Everything from the line containing "[769,908,1217,1121,1315,1175,1345,1202]" through the last line of the records must be returned verbatim, and nothing outside that range.

[ENTRIES PROVIDED — start]

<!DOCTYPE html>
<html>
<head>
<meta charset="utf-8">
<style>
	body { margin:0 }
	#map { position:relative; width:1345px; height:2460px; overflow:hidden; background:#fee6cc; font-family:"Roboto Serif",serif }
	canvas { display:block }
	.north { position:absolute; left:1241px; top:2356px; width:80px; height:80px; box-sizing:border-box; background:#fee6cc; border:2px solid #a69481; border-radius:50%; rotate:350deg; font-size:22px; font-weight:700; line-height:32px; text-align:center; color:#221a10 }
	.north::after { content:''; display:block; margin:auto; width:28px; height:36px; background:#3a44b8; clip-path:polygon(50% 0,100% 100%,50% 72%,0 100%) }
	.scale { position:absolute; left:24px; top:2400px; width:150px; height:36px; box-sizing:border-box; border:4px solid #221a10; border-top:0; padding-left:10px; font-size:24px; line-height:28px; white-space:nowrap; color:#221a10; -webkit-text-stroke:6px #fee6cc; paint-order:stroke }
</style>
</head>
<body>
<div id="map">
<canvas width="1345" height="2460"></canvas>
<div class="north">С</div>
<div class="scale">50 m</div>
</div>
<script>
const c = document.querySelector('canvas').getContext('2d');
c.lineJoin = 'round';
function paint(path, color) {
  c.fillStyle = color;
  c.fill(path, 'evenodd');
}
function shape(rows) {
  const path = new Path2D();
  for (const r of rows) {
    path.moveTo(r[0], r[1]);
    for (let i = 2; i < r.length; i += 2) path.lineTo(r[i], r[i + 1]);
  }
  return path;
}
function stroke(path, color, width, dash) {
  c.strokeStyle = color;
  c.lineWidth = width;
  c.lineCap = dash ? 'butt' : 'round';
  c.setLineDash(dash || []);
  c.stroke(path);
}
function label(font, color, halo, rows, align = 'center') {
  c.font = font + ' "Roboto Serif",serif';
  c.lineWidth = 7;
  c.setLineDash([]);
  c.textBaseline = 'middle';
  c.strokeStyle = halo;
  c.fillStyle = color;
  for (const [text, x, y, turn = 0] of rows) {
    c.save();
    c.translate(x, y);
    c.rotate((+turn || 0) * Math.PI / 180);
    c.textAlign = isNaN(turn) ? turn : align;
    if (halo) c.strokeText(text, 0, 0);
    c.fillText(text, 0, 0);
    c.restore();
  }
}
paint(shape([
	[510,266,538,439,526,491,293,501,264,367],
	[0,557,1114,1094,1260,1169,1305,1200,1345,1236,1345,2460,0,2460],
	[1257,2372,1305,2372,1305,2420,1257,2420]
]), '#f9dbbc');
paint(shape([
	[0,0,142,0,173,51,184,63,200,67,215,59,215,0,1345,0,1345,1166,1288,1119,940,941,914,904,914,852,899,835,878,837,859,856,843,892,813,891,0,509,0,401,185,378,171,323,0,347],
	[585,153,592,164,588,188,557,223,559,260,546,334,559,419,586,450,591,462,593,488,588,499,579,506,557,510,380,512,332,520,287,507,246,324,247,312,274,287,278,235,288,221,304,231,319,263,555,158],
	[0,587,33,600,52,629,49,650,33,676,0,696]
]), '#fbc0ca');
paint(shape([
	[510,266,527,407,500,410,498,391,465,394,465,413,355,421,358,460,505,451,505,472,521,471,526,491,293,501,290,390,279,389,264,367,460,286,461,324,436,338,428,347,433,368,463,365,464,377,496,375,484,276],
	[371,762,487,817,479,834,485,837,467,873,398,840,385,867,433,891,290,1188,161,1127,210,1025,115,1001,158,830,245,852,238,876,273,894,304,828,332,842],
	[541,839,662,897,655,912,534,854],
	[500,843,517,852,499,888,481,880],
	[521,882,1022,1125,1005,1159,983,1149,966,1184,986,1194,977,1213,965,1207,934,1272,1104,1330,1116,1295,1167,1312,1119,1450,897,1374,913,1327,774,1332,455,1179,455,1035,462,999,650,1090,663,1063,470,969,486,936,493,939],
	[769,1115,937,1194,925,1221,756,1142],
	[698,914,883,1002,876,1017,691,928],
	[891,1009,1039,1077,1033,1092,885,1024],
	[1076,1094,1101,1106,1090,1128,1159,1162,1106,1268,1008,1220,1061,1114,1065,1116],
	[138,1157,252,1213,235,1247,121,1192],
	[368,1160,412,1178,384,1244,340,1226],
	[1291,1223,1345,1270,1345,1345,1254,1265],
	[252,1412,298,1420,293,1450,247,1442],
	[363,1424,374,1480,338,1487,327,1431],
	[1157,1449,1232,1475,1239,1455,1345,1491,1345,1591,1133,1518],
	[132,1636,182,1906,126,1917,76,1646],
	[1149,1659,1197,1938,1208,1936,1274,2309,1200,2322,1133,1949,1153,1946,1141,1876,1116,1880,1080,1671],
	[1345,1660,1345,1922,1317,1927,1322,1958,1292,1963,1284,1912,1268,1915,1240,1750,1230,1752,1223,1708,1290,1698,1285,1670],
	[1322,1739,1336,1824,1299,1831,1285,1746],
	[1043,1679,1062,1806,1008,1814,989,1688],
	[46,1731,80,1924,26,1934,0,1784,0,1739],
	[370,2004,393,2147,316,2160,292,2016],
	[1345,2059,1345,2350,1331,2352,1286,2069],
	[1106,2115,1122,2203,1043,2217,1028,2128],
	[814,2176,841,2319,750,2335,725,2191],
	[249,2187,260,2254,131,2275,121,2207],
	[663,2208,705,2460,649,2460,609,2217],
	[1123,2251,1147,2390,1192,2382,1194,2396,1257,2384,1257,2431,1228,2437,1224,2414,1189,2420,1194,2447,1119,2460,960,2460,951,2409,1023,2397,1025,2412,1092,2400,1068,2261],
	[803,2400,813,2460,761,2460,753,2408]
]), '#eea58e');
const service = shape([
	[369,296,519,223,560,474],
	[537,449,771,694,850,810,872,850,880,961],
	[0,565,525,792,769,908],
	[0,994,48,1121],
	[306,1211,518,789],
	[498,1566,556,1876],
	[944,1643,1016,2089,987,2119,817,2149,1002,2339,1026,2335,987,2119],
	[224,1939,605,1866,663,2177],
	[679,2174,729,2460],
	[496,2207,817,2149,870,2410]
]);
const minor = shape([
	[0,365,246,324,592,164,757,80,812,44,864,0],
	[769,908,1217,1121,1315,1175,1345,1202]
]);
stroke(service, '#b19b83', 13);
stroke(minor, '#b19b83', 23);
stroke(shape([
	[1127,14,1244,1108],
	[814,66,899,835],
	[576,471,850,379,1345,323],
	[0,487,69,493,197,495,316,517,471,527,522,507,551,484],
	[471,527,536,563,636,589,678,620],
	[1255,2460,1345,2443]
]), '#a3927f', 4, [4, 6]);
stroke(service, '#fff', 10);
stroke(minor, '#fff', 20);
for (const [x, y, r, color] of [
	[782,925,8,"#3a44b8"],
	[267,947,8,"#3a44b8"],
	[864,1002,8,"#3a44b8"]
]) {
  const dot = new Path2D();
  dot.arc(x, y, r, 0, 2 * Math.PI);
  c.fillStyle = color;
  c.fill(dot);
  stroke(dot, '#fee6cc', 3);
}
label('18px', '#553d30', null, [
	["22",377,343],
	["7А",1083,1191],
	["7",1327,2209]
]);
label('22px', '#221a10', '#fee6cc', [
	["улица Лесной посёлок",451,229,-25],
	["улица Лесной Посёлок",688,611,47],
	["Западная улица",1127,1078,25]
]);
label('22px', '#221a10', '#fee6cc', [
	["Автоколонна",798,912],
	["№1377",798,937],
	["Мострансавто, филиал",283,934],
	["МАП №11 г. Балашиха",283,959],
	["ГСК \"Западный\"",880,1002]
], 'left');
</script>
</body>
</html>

[ENTRIES PROVIDED — finish]

■ RESULT FOR THIS EXERCISE ■
	[769,908,1217,1121,1315,1175,1345,1202]
]);
stroke(service, '#b19b83', 13);
stroke(minor, '#b19b83', 23);
stroke(shape([
	[1127,14,1244,1108],
	[814,66,899,835],
	[576,471,850,379,1345,323],
	[0,487,69,493,197,495,316,517,471,527,522,507,551,484],
	[471,527,536,563,636,589,678,620],
	[1255,2460,1345,2443]
]), '#a3927f', 4, [4, 6]);
stroke(service, '#fff', 10);
stroke(minor, '#fff', 20);
for (const [x, y, r, color] of [
	[782,925,8,"#3a44b8"],
	[267,947,8,"#3a44b8"],
	[864,1002,8,"#3a44b8"]
]) {
  const dot = new Path2D();
  dot.arc(x, y, r, 0, 2 * Math.PI);
  c.fillStyle = color;
  c.fill(dot);
  stroke(dot, '#fee6cc', 3);
}
label('18px', '#553d30', null, [
	["22",377,343],
	["7А",1083,1191],
	["7",1327,2209]
]);
label('22px', '#221a10', '#fee6cc', [
	["улица Лесной посёлок",451,229,-25],
	["улица Лесной Посёлок",688,611,47],
	["Западная улица",1127,1078,25]
]);
label('22px', '#221a10', '#fee6cc', [
	["Автоколонна",798,912],
	["№1377",798,937],
	["Мострансавто, филиал",283,934],
	["МАП №11 г. Балашиха",283,959],
	["ГСК \"Западный\"",880,1002]
], 'left');
</script>
</body>
</html>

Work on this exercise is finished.